Well that depends on what you’re looking for, and what you’re comparing it to. It’s unfair to compare this to top end HyperX headsets; they’re aimed at different audiences, they’re at opposite ends of the price spectrum, and nobody is going to be weighing them up against each other. If you’re after a very cheap headset that does a decent job without making your wallet have a fit, this might not be a bad job. It’s not perfect at all, but it’s great value for money.
First impressions of receiving this headset for review were ones of confusion. The box was tiny, so much so I wasn’t certain that it was even the headset that had been delivered. But sure enough, inside was a very neatly and cleverly folded headset with a detachable microphone and solid looking Playstation-blue cable and headband. It’s easy to see the appeal of this headset: it’s ideal for travelling around. Being able to fold it up to almost nothing is great, and the fact it uses a 3.5mm headphone plug means that it’ll also work on (most) phones and handheld consoles too, which is pretty handy. They feel ok to hold, you can tell there are cheaper plastics being used here to shave the costs off, but for what you’re paying they certainly don’t feel bargain basement.
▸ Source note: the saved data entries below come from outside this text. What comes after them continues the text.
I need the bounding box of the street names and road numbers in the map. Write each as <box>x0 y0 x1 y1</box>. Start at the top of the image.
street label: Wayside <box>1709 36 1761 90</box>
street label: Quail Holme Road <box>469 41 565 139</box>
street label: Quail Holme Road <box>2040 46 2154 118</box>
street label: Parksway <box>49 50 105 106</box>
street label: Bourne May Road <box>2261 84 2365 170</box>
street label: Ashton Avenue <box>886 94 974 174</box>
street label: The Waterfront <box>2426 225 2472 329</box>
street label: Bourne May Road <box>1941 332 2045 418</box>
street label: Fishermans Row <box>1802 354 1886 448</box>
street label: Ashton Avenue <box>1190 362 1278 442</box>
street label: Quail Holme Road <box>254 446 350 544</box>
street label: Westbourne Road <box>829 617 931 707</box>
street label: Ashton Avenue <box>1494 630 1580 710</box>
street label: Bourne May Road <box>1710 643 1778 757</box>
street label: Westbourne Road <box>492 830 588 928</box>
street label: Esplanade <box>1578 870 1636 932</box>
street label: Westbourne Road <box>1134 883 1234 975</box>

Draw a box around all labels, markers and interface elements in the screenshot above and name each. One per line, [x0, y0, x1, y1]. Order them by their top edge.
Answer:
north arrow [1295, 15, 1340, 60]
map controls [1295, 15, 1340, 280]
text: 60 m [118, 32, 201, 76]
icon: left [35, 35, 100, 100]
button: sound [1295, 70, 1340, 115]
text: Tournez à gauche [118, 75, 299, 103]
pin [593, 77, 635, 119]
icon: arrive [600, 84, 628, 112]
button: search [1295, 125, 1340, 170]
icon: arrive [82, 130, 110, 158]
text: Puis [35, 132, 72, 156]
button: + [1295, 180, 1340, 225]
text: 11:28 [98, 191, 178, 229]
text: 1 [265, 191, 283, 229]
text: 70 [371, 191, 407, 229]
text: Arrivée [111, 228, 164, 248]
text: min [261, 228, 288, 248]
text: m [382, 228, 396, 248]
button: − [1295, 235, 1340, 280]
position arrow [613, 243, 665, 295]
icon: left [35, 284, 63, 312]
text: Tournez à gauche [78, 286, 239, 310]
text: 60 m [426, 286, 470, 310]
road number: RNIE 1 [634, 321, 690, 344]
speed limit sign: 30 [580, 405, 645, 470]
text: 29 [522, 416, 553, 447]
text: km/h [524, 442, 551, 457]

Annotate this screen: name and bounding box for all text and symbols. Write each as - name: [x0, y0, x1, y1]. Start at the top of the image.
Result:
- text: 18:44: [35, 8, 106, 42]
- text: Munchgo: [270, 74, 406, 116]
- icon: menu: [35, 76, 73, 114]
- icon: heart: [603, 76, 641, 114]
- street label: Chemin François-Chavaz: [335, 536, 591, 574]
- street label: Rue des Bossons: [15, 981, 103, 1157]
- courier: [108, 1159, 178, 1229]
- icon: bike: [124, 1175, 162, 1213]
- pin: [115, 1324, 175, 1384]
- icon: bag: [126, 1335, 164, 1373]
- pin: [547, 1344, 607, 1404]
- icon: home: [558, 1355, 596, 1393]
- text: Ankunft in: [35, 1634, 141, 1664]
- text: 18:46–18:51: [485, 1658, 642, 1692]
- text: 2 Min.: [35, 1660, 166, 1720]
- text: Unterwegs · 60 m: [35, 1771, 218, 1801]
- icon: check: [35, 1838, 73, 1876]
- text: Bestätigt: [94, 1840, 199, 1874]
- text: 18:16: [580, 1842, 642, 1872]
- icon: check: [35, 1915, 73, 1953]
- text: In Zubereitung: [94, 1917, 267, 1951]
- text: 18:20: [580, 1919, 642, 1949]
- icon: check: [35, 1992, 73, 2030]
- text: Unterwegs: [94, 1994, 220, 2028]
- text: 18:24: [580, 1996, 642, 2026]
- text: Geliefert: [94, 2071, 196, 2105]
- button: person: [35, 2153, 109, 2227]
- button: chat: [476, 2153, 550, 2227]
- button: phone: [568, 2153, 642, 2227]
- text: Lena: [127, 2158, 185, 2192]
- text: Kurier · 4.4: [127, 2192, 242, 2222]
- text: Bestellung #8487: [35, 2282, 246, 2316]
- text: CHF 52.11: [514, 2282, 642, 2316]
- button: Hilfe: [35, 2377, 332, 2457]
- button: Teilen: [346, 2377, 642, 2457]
That’s all very well and good, but what do they sound like? Well, not bad actually, certainly better than you’d expect from a £15 headset. The headphones sit on your ears as opposed to totally surrounding them, which I found a bit odd being so used to full over-ear headphones, but they were comfortable enough over a long period of gaming and kept the old problem of sweaty ears to a minimum. There a fair bit of noise escaping into the room which is to be expected with this style of headphone, and while that could be an issue if there are other people in the room being distracted by it, the likelihood is you won’t need to worry about that and can crank up the volume and receive the surprisingly grunty noises offered up by the Head:Set 4.
The microphone sits nicely, but didn’t seem to give the best sound according to those I gamed with. Nowadays you can pretty much expect crystal clear comms in most games you play, and while other players’ voices came across to me clearly enough the quality of what others heard wasn’t as amazing, with my usual slightly gruff bassy voice losing a lot of its oomph and sounding a bit tinny and distant. Again, for the price it’s still decent enough, but it’s worth keeping in mind that low cost or not, the overall sound quality isn’t what you’d get from other headsets on the market.
So can we recommend the Snakebyte Head:Set 4? Yes, absolutely, as long as you’re only looking for a cheap headset to be able to play into the night without keeping everyone awake and want a way to talk to other players without spending more than you would on the console itself. But if you want to get the most out of your games you’ll want something with bigger headphones, a better quality microphone and maybe even surround sound. You can tell the Head:Set 4 is a budget headset, but ultimately that’s what some people are after, and those people can do far worse than grabbing one of these.